Saved data entries:
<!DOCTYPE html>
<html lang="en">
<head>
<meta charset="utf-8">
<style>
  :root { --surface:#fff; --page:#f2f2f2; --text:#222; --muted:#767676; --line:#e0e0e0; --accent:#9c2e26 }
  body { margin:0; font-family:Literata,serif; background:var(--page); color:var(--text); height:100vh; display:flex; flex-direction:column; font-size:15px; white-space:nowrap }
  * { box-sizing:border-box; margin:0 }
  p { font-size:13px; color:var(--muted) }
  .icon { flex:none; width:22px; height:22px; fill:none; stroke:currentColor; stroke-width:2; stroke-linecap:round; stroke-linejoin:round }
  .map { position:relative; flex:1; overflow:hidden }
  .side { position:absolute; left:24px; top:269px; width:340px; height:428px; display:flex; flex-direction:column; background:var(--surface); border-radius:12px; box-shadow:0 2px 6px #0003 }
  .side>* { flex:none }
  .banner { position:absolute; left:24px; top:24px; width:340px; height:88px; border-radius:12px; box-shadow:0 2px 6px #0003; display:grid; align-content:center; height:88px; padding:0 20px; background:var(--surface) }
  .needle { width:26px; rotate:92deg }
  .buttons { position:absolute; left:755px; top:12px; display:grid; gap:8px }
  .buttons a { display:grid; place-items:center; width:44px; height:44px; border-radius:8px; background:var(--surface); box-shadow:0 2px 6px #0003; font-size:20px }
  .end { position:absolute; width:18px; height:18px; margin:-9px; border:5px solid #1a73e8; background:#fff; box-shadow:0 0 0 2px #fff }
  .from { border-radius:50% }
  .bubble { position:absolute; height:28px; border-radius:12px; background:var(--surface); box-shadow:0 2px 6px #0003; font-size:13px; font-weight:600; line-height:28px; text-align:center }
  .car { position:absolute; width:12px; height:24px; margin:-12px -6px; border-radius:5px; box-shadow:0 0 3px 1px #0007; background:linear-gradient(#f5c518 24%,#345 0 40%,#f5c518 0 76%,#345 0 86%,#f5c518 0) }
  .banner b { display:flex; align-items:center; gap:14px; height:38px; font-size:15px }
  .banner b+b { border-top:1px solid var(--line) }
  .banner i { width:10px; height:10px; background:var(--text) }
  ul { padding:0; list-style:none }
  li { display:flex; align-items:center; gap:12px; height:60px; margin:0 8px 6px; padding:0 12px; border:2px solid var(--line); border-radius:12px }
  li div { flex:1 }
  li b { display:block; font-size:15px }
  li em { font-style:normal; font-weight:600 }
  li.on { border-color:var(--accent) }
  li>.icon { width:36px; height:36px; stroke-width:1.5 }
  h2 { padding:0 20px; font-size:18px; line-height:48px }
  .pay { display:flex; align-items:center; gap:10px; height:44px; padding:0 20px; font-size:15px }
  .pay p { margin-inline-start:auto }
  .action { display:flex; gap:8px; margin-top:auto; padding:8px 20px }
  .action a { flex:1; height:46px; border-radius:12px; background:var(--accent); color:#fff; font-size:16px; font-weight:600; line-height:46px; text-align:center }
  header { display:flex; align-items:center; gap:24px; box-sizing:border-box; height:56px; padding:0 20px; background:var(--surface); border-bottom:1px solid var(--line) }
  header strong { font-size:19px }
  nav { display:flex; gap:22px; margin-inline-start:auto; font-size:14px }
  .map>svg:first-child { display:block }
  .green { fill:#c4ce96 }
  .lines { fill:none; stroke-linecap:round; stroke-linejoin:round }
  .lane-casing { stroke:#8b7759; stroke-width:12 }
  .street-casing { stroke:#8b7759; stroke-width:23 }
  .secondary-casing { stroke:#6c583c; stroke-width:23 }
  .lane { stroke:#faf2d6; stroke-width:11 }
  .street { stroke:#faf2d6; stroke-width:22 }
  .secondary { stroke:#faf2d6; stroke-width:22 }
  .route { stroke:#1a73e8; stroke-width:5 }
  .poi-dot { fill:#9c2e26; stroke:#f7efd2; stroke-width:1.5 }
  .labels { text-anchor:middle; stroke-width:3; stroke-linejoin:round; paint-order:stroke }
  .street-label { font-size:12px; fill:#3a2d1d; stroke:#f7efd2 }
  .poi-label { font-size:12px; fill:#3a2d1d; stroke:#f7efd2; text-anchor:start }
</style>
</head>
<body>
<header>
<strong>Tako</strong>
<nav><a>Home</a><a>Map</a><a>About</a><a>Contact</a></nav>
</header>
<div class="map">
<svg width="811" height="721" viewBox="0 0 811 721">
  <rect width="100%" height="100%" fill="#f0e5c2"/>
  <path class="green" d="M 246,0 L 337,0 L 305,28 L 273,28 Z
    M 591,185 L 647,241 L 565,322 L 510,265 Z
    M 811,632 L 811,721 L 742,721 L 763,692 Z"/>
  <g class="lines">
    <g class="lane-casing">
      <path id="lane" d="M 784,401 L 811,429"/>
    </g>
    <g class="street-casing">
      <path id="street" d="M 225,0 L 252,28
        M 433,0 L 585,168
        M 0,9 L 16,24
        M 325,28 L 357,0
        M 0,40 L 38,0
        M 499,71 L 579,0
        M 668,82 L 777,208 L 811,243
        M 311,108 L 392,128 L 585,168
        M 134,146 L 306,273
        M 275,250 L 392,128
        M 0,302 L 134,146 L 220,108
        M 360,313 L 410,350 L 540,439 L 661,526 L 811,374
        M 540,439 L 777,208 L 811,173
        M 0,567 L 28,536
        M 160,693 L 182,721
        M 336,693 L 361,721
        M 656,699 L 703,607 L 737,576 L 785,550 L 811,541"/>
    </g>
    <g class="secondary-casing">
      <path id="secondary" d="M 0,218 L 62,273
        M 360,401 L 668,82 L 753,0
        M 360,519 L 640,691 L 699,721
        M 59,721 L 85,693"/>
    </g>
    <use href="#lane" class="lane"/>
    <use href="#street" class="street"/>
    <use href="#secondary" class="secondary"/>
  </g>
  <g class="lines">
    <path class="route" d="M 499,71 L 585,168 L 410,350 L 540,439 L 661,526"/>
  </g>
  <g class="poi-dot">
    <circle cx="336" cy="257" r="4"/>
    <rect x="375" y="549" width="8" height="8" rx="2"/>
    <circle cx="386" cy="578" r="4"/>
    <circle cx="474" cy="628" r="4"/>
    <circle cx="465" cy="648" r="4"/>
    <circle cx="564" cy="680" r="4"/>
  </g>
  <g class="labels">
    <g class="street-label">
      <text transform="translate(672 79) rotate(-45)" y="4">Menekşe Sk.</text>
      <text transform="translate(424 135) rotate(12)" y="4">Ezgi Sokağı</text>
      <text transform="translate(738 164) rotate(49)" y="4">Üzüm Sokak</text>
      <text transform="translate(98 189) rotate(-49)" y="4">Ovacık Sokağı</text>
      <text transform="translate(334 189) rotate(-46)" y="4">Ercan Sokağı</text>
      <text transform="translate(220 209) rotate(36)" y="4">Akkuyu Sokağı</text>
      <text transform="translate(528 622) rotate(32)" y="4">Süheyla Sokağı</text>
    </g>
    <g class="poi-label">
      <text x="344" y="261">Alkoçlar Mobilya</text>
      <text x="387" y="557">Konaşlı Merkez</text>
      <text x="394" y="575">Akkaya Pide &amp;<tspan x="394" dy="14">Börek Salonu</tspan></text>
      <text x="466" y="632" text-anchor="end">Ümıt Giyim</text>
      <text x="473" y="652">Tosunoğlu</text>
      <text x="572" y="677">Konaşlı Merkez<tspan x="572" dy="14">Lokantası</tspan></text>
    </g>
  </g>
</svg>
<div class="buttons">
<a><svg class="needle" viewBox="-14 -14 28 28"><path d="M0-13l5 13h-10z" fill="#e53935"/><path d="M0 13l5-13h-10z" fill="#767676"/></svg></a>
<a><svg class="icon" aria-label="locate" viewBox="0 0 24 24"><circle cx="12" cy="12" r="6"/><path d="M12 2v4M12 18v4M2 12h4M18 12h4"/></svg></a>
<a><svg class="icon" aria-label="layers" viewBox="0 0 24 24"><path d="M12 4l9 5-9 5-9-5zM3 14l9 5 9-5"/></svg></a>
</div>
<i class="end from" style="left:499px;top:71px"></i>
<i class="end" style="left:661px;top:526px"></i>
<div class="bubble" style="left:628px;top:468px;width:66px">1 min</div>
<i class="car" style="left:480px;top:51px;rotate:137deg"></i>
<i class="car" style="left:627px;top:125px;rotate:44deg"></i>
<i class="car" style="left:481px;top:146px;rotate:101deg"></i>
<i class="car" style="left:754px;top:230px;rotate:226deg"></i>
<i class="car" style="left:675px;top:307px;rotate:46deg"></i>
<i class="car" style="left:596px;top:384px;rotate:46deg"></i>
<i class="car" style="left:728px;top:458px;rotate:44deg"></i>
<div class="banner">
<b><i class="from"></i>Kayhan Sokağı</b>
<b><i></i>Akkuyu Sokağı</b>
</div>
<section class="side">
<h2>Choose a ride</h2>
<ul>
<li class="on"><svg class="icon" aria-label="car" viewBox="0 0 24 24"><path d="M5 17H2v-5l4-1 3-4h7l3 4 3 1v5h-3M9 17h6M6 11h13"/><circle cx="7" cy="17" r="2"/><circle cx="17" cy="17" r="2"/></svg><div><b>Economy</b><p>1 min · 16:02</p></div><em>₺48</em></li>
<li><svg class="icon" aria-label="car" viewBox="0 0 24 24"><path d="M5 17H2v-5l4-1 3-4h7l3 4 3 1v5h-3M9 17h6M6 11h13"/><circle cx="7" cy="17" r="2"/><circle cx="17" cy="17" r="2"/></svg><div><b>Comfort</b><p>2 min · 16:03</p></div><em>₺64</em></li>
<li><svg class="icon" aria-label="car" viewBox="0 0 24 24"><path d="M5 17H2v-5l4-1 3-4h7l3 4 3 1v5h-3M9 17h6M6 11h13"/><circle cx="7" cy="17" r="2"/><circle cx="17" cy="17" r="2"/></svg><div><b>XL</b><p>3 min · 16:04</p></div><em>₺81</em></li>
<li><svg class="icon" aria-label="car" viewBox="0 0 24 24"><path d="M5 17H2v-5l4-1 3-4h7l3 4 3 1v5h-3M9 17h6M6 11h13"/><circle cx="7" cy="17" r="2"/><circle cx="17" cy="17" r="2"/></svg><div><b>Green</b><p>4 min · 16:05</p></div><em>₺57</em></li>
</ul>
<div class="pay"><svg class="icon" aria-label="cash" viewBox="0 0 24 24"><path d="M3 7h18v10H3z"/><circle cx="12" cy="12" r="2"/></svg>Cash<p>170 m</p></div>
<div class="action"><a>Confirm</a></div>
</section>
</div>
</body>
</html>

==

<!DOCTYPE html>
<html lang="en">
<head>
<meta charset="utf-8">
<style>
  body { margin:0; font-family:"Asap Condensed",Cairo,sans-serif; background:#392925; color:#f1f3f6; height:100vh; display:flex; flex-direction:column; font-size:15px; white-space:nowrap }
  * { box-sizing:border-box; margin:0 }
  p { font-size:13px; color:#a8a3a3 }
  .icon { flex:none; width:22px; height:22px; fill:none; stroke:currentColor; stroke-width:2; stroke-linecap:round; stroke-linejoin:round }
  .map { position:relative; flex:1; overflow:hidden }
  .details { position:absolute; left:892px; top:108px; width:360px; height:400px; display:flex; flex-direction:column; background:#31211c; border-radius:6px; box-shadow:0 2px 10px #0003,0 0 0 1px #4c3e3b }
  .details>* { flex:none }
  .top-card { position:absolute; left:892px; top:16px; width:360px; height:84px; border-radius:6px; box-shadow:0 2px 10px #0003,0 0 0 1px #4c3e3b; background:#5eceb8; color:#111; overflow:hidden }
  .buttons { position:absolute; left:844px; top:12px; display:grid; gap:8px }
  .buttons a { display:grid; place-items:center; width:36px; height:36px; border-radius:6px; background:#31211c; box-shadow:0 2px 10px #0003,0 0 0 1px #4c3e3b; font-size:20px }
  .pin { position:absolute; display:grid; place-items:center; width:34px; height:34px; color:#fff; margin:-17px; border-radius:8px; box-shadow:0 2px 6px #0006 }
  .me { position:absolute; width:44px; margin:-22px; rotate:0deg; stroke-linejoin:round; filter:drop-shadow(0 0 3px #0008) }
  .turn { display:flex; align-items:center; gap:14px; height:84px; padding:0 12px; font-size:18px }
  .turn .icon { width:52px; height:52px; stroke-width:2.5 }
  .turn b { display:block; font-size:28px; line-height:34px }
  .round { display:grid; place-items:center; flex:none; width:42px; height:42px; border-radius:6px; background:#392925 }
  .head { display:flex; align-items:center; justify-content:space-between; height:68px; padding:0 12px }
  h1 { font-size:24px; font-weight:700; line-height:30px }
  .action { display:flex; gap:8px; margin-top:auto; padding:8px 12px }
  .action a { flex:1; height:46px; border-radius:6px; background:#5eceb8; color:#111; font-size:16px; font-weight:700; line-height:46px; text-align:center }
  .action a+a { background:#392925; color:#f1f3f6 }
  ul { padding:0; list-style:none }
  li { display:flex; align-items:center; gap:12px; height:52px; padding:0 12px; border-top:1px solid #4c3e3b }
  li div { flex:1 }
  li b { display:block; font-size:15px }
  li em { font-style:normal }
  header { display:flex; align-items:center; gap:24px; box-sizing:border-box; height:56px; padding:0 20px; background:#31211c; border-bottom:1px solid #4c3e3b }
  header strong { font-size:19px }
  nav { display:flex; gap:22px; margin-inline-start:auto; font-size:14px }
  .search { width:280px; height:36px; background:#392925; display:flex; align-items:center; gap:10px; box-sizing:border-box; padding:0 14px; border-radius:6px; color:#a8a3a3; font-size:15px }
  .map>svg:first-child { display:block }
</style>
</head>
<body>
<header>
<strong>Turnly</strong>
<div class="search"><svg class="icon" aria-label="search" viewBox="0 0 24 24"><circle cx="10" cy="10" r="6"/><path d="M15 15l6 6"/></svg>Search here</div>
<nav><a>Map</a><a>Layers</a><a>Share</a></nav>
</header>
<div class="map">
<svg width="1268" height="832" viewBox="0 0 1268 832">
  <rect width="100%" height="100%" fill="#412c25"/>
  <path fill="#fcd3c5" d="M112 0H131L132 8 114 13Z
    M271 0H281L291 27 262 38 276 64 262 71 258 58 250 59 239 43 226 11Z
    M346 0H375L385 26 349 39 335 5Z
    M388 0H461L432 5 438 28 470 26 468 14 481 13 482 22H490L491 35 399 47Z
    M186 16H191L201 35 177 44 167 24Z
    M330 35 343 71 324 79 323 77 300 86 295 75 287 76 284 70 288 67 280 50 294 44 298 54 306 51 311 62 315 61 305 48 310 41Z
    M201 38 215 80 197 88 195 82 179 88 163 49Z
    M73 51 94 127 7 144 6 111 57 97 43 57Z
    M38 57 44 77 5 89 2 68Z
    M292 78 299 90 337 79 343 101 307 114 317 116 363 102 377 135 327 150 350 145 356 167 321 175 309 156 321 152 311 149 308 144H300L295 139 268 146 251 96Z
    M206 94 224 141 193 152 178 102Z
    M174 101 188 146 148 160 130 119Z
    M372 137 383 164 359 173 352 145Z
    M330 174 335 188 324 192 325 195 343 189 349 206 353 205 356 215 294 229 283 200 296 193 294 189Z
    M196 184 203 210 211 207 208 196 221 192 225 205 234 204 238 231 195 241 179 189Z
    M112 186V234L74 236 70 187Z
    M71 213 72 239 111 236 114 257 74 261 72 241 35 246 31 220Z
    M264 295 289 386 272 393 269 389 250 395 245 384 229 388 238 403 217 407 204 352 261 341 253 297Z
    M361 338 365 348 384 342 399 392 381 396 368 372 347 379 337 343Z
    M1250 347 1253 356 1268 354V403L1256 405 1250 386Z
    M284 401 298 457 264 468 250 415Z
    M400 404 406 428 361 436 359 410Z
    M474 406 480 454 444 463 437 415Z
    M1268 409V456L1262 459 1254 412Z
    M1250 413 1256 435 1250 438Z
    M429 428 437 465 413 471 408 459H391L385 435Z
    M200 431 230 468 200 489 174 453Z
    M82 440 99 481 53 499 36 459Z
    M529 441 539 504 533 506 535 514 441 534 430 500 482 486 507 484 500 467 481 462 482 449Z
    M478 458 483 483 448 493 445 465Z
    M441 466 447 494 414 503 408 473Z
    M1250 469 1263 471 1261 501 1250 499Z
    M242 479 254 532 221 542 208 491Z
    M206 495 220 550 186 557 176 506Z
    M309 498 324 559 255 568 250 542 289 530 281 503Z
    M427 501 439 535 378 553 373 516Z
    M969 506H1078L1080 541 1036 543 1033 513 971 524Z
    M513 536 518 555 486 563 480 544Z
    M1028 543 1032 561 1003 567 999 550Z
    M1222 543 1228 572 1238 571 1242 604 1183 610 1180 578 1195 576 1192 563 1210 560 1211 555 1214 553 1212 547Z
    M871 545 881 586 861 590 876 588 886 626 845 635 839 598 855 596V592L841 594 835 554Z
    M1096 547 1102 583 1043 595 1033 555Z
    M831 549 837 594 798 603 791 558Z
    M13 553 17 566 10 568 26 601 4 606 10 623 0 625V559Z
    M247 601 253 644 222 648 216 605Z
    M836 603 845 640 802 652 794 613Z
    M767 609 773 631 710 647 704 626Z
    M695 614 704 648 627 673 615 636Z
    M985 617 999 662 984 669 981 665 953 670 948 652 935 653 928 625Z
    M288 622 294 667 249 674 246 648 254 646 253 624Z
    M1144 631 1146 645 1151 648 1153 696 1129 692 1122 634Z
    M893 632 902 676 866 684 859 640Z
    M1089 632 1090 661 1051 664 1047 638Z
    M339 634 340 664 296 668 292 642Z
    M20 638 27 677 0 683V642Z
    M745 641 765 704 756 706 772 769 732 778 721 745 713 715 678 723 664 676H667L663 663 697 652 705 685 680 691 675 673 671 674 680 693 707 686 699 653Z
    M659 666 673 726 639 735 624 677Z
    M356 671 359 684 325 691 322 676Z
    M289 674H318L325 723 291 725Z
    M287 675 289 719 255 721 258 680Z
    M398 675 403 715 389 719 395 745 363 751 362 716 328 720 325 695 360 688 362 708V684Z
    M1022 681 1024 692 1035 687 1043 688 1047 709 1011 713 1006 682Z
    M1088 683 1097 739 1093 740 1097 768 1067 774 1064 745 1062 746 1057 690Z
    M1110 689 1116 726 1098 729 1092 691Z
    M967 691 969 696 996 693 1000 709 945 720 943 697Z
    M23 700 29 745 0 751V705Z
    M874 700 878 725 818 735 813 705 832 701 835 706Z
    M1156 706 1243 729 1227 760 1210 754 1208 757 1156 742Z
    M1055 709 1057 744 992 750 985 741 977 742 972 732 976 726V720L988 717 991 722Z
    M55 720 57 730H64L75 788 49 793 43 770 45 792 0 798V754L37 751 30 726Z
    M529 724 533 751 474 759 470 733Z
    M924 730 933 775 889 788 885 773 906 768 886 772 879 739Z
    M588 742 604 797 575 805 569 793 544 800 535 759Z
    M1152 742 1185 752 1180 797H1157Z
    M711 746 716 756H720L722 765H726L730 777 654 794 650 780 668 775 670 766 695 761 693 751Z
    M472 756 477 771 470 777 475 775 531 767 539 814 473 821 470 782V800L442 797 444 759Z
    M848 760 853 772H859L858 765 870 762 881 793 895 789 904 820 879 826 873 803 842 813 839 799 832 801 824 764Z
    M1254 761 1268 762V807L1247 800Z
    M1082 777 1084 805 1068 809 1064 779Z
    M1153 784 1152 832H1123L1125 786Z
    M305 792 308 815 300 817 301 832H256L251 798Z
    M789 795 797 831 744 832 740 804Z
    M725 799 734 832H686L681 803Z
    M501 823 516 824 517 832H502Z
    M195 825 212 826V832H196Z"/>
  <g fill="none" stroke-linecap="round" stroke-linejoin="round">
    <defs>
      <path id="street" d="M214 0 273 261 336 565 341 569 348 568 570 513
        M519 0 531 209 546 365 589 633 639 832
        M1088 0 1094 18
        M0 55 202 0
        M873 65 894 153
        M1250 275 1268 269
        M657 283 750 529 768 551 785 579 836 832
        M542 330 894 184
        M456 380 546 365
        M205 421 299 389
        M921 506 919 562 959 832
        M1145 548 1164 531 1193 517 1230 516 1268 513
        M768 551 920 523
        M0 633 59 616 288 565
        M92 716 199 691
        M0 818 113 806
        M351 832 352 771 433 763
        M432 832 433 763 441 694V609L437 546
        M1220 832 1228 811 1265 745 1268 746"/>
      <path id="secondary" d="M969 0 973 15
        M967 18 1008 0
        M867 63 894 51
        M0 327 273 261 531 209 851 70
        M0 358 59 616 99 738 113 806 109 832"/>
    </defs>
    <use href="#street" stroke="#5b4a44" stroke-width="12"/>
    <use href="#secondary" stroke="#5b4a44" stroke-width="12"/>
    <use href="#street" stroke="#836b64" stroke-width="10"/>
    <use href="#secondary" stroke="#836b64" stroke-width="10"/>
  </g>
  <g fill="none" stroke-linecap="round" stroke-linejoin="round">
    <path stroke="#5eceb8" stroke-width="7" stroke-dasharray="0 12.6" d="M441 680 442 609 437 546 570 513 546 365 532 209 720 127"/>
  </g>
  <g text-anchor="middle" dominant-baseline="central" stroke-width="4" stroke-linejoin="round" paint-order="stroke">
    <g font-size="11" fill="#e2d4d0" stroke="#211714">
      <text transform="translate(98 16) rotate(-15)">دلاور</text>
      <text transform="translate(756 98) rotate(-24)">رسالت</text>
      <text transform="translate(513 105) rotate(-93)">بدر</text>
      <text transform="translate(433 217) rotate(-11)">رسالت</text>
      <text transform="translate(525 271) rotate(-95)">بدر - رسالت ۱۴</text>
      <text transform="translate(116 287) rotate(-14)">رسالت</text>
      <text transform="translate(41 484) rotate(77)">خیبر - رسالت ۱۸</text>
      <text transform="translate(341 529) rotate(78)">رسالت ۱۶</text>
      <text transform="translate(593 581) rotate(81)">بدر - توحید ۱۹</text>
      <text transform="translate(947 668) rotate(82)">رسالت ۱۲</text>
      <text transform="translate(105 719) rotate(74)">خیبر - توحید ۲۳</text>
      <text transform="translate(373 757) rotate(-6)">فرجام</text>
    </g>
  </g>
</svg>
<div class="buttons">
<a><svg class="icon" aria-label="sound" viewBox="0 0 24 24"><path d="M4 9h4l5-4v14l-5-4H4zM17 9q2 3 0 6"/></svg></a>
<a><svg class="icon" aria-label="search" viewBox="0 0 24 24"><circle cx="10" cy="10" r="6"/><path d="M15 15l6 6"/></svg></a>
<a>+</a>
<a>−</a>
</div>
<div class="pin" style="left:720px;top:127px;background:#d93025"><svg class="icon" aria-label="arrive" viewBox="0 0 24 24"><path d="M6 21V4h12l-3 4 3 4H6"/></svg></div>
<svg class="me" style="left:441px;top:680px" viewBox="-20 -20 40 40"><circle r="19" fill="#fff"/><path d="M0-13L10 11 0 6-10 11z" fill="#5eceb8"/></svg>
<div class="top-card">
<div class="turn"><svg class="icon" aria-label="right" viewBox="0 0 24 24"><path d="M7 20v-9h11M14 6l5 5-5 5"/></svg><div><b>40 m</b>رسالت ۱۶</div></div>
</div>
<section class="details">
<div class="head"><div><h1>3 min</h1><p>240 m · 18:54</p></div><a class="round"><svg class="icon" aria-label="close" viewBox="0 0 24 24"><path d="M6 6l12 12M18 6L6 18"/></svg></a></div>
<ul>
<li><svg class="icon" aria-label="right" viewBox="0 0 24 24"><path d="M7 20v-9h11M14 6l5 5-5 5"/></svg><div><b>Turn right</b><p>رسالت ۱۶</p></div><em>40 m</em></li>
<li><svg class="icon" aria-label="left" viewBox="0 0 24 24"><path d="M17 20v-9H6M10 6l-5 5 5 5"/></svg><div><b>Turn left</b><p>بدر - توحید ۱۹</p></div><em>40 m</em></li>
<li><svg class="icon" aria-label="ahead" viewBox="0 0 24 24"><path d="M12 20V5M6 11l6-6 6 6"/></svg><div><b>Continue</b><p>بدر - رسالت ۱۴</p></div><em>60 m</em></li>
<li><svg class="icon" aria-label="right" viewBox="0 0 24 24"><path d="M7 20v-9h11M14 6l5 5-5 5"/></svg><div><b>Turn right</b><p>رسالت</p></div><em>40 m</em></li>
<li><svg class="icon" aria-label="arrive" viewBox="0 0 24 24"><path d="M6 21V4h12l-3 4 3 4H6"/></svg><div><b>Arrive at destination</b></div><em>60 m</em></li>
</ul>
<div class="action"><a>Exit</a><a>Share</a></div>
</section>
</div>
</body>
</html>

▶ [WHAT YOU HAVE TO DO]: All lines above from the one with "M1153 784 1152 832H1123L1125 786Z" to the one with "M205 421 299 389", inclusive, should be copied exactly, and no other lines.

▶ [OUTPUT FOR THIS TASK]:
    M1153 784 1152 832H1123L1125 786Z
    M305 792 308 815 300 817 301 832H256L251 798Z
    M789 795 797 831 744 832 740 804Z
    M725 799 734 832H686L681 803Z
    M501 823 516 824 517 832H502Z
    M195 825 212 826V832H196Z"/>
  <g fill="none" stroke-linecap="round" stroke-linejoin="round">
    <defs>
      <path id="street" d="M214 0 273 261 336 565 341 569 348 568 570 513
        M519 0 531 209 546 365 589 633 639 832
        M1088 0 1094 18
        M0 55 202 0
        M873 65 894 153
        M1250 275 1268 269
        M657 283 750 529 768 551 785 579 836 832
        M542 330 894 184
        M456 380 546 365
        M205 421 299 389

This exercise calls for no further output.